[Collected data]
····················

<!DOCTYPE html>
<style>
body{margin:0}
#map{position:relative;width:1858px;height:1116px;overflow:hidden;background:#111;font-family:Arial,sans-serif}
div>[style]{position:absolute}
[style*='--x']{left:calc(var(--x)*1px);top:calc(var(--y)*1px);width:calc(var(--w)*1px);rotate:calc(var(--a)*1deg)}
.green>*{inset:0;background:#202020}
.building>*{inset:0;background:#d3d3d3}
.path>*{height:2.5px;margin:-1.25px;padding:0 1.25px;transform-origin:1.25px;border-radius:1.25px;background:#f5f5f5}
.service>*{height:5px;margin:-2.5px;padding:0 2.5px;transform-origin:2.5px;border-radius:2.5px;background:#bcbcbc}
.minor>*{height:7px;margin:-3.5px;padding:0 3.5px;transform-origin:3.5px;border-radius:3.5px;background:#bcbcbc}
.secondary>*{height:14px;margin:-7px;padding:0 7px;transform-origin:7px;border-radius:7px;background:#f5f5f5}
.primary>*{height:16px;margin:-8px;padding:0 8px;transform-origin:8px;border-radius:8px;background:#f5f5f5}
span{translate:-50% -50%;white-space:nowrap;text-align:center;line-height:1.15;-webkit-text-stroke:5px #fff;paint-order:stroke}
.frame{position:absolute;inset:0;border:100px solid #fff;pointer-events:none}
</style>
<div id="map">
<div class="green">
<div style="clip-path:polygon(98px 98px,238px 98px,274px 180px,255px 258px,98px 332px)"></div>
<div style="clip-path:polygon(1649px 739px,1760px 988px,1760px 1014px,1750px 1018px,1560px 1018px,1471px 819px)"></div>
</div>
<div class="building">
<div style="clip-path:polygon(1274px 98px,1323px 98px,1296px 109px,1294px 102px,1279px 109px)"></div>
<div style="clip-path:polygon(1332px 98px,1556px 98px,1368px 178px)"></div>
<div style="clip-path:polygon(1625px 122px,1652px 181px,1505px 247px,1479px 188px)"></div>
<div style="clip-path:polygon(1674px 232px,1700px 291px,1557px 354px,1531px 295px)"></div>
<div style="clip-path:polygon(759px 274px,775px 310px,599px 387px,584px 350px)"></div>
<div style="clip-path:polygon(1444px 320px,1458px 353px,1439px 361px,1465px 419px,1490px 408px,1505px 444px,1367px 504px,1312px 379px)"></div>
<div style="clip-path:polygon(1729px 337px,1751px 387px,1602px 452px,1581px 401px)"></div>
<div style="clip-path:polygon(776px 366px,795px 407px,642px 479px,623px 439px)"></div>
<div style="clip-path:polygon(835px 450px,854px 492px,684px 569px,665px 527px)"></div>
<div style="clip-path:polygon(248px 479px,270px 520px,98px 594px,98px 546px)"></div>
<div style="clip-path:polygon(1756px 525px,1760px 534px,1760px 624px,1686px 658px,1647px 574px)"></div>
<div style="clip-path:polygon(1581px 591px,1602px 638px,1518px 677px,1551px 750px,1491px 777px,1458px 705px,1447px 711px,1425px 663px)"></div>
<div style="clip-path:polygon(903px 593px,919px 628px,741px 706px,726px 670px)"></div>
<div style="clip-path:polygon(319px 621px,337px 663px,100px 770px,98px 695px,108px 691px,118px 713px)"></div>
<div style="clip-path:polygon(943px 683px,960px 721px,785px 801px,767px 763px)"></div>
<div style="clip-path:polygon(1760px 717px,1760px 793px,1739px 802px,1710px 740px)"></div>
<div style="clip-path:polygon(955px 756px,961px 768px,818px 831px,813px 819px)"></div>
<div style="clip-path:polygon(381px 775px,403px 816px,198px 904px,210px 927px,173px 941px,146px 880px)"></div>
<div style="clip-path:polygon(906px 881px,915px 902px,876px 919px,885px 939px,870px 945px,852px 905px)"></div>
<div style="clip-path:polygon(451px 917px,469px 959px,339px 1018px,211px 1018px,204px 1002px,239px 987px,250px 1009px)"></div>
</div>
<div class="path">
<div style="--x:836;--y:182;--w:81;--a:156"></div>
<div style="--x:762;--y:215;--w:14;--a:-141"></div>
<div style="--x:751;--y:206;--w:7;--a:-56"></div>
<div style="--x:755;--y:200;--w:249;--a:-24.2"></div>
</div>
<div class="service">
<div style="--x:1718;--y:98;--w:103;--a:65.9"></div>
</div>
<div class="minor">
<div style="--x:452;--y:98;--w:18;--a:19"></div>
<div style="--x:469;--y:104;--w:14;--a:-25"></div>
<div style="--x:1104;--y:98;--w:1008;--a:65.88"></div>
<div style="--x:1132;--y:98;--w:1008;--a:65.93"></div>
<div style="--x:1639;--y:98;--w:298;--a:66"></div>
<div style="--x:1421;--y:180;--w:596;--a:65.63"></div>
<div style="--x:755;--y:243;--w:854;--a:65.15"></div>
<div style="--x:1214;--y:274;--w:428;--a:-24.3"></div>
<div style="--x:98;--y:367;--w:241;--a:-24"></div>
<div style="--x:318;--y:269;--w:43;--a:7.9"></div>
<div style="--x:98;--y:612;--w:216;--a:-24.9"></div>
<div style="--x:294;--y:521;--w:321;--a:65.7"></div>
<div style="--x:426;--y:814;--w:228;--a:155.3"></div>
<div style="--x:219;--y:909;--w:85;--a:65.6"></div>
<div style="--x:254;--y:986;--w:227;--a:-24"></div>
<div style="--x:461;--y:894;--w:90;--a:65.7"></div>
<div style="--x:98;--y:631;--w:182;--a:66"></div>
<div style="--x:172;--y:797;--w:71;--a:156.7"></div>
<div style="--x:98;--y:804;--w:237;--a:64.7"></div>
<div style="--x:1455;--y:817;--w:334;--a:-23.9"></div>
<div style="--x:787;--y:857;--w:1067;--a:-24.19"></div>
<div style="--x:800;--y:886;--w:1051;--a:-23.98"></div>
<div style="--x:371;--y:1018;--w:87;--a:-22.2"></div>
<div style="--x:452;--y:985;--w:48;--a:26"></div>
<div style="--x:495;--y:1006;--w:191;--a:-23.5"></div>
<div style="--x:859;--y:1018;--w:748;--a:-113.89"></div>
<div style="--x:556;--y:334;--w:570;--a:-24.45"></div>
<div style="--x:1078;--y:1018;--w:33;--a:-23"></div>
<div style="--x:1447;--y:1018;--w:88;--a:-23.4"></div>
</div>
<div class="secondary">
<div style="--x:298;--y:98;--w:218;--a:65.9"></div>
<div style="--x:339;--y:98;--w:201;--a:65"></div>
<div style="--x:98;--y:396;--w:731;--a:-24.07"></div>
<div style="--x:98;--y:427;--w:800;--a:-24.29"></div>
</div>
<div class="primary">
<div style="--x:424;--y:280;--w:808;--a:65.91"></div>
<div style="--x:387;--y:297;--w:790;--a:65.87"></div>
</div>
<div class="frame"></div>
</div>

····················

Assignment -
Looking at the data above, say how many lines contain "width", and give no other words.

Solved exercise -
2